The circus comes to Bowling Green, 1921 (Kentucky Library)

The circus comes to Bowling Green, 1921 (Kentucky Library)

The recent news that Ringling Bros. and Barnum & Bailey Circus will shut down “The Greatest Show on Earth” in May 2017 brings to mind Bowling Green’s long history of circuses, some of which is documented in the Manuscripts & Folklife Archives collections of WKU’s Department of Library Special Collections.

Research into the city license records by a former librarian reveals that by 1875, some 36 circuses had come through Bowling Green, often several times a year.  The P. T. Barnum circus paid for its first license in 1853, with an additional fee for “one side show.”  The very first circus, however, appears to have been in 1839, when the “Raymond & Waxing” troupe came to town.  A witness to the extravaganza was Henry Fox, who marveled at the many kinds of animals, including camels and lions.  But “the elephant was the great show,” he remembered, the biggest creature he had ever seen: “He had tusks that come out and crossed and he could throw his snout up and drop it down.”

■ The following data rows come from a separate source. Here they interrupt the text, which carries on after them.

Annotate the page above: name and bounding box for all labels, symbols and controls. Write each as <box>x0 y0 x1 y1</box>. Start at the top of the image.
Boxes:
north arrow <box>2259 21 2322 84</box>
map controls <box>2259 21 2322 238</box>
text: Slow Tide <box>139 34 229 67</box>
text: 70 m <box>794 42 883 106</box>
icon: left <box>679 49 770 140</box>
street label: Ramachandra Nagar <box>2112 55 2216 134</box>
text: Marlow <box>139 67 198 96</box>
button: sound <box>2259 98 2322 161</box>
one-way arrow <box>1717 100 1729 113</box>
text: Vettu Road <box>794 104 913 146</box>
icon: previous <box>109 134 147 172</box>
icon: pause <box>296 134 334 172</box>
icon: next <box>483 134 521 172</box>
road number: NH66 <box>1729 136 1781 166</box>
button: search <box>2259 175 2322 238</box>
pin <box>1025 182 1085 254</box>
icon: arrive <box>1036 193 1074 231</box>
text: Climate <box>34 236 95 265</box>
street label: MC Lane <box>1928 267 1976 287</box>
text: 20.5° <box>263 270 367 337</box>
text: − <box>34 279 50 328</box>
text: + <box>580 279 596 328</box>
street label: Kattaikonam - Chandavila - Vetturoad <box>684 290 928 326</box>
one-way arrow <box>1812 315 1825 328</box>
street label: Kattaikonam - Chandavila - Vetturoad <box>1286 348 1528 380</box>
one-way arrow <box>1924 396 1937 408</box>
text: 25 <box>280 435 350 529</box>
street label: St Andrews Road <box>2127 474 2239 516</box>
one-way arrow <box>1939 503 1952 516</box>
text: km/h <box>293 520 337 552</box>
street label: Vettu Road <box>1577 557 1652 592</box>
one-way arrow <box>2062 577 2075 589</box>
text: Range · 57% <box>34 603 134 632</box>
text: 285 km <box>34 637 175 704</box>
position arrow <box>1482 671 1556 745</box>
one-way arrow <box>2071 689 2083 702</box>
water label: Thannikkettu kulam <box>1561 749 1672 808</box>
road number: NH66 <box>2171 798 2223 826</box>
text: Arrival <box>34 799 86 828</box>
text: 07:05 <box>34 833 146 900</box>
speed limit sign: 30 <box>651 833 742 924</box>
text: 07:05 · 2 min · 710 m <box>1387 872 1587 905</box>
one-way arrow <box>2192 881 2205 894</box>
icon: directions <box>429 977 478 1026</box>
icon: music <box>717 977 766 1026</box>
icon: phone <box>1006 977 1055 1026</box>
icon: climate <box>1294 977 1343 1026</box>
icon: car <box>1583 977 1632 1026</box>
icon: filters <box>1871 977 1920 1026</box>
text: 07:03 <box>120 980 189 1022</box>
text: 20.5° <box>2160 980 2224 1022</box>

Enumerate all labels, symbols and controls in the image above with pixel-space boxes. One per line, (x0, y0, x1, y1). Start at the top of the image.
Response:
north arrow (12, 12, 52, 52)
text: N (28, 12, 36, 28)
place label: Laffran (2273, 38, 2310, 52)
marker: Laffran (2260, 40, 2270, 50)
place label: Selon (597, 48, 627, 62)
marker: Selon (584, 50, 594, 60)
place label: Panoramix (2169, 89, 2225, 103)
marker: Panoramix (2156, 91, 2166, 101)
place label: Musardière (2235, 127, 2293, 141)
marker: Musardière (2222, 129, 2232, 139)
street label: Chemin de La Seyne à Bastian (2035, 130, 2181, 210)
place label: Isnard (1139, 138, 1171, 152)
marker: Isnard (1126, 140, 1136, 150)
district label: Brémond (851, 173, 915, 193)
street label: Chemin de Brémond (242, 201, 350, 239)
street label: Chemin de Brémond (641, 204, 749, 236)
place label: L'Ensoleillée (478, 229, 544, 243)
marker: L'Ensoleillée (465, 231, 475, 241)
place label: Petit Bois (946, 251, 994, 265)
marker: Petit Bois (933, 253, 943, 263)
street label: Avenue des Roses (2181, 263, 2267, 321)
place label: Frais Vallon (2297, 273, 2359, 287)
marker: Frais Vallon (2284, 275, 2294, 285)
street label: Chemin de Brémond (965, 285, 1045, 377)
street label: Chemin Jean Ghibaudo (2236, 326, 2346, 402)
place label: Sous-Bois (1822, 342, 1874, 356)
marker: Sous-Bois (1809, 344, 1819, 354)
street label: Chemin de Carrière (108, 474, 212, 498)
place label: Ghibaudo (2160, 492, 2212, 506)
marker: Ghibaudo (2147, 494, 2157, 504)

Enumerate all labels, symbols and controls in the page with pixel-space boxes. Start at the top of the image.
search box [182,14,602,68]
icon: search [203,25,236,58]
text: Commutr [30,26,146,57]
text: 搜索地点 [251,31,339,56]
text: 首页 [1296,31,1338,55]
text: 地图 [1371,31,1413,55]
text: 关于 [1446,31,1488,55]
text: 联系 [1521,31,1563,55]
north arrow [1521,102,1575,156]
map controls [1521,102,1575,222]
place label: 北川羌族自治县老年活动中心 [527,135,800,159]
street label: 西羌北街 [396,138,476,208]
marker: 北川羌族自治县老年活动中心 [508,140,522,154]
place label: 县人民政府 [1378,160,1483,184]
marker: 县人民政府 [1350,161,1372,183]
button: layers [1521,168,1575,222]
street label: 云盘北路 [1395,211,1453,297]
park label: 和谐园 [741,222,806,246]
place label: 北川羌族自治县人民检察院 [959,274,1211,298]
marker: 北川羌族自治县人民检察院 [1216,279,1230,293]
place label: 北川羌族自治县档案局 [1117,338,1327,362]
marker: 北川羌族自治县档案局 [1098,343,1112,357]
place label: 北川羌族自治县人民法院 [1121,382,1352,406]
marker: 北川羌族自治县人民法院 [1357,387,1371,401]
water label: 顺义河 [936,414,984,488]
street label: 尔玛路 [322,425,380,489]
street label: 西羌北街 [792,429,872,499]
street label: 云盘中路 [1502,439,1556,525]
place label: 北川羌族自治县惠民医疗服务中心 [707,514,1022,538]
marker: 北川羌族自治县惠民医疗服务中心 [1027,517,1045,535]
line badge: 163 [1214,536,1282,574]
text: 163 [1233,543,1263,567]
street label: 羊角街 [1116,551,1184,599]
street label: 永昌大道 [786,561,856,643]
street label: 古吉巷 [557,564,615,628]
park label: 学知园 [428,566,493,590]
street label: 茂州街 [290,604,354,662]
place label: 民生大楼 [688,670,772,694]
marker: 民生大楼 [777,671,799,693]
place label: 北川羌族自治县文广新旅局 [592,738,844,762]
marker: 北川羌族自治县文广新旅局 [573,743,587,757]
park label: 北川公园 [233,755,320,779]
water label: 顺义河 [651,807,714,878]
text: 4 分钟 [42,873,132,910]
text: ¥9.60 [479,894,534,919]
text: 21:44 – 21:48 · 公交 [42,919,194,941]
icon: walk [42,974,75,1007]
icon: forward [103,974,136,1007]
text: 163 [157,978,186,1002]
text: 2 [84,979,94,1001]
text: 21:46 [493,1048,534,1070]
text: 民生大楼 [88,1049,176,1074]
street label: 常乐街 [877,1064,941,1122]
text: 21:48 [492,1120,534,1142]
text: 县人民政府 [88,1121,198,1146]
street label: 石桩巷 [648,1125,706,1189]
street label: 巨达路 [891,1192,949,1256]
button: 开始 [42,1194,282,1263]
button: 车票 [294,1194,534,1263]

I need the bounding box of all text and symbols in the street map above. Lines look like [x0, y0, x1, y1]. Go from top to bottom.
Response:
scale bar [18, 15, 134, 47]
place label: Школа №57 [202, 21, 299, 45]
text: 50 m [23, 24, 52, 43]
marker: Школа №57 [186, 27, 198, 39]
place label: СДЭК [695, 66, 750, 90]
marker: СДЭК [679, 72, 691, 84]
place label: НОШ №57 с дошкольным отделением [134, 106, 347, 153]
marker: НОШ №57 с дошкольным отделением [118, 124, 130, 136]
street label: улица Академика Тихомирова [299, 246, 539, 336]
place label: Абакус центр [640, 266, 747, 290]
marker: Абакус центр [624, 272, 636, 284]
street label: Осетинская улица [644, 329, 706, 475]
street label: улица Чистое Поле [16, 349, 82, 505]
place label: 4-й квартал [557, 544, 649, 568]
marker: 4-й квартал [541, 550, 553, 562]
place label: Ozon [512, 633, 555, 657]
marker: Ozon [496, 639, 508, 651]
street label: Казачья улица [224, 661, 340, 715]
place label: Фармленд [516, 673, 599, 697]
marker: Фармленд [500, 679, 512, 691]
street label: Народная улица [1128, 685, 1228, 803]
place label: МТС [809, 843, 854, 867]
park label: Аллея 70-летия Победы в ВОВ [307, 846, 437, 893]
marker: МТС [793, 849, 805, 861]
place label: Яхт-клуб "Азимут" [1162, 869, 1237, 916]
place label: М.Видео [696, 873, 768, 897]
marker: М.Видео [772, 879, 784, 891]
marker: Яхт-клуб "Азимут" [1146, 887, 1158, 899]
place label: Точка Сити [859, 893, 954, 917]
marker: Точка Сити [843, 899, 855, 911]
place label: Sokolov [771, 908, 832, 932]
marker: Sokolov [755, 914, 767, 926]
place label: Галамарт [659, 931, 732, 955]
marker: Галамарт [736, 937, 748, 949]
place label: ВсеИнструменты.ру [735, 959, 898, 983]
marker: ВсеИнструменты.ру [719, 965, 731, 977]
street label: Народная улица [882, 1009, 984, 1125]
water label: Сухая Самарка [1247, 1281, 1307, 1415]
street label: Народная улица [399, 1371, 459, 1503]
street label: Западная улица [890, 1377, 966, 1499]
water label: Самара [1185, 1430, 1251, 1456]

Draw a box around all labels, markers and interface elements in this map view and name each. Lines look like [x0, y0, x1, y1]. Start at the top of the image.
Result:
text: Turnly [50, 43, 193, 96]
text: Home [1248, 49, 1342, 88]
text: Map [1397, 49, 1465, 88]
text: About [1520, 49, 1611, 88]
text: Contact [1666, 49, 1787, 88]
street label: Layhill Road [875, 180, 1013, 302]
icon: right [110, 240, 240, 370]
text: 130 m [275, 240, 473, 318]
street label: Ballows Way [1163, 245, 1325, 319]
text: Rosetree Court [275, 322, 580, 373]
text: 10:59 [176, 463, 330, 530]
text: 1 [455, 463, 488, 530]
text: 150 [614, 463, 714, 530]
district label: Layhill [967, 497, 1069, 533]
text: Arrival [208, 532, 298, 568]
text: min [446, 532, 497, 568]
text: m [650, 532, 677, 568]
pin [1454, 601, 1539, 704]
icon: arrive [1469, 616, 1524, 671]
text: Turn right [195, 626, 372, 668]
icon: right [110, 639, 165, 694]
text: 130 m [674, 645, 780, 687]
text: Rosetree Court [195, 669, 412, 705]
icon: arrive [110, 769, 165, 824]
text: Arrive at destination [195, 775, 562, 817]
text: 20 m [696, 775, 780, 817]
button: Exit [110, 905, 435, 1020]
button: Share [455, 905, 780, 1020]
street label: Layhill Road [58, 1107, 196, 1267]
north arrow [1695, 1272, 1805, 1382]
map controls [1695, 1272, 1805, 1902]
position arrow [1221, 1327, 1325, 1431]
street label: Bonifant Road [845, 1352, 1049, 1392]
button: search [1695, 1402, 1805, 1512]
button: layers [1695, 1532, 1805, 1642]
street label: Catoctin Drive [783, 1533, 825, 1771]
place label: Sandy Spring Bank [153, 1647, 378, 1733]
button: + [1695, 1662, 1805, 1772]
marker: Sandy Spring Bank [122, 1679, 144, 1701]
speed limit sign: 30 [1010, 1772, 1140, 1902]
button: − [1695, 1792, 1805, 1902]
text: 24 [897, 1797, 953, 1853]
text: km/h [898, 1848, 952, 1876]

In an age when entertainment on such a scale was rare, the arrival of the circus in Bowling Green caused tremendous excitement.  One April day in 1879, 15-year-old Josephine Calvert went to school as usual, where her older sister Lida happened to be the teacher.  Lida, however, had to give up and dismiss the class when only three students showed up.  The reason?  “There is a circus in town,” Josie wrote in her diary, “and all are perfectly crazy.”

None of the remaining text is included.